In 1794, three years later, Radcliffe published The Mysteries of Udolpho. At a time when the average amount earned by an author for a manuscript was £10, her publishers, G. G. and J. Robinson, bought the copyright for this novel for £500, and it was a runaway success. The money from this novel allowed her and her husband to travel to the Netherlands and Germany, which she described in her travelogue A Journey Made in the Summer of 1794 (1795). She published The Italian in 1797, and it was the last novel published in her lifetime. Cadell and Davies paid £800 making Radcliffe the highest-paid professional writer of the 1790s.
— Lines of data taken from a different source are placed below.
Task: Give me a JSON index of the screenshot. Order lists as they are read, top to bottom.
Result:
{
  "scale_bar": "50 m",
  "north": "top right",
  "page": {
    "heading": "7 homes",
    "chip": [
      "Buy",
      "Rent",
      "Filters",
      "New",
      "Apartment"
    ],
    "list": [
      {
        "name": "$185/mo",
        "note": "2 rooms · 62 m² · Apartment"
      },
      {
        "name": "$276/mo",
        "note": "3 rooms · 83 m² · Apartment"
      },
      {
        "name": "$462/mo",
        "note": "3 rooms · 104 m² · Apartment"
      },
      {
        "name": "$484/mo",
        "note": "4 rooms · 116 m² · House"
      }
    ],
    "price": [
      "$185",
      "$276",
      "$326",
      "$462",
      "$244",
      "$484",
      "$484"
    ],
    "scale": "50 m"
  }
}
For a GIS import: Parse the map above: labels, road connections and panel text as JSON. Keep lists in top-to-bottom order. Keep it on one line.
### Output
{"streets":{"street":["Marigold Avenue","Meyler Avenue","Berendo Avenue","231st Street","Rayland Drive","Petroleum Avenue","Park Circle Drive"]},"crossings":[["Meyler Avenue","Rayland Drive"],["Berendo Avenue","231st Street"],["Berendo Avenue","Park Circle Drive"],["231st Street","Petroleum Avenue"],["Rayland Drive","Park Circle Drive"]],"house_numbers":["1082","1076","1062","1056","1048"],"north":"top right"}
This novel was written in response to Matthew Gregory Lewis's The Monk because Radcliffe did not like the direction in which Gothic literature was heading. One critic, Nick Groom, writes that, in The Italian, Radcliffe "takes the violence and eroticism that so titillated readers of The Monk and subsumes them beneath the veil and the cowl of oppressive Catholicism."

A final novel, Gaston de Blondeville was published posthumously in 1826. This novel was published with Talfourd's memoir and Radcliffe's unfinished essay "On the Supernatural in Poetry", which details the difference between the sensation of terror her works aimed to achieve and the horror Lewis sought to evoke. Radcliffe stated that terror aims to stimulate readers through imagination and perceived evils while horror closes them off through fear and physical dangers: "Terror and Horror are so far opposite, that the first expands the soul and awakens the faculties to a high degree of life; the other contracts, freezes and nearly annihilates them."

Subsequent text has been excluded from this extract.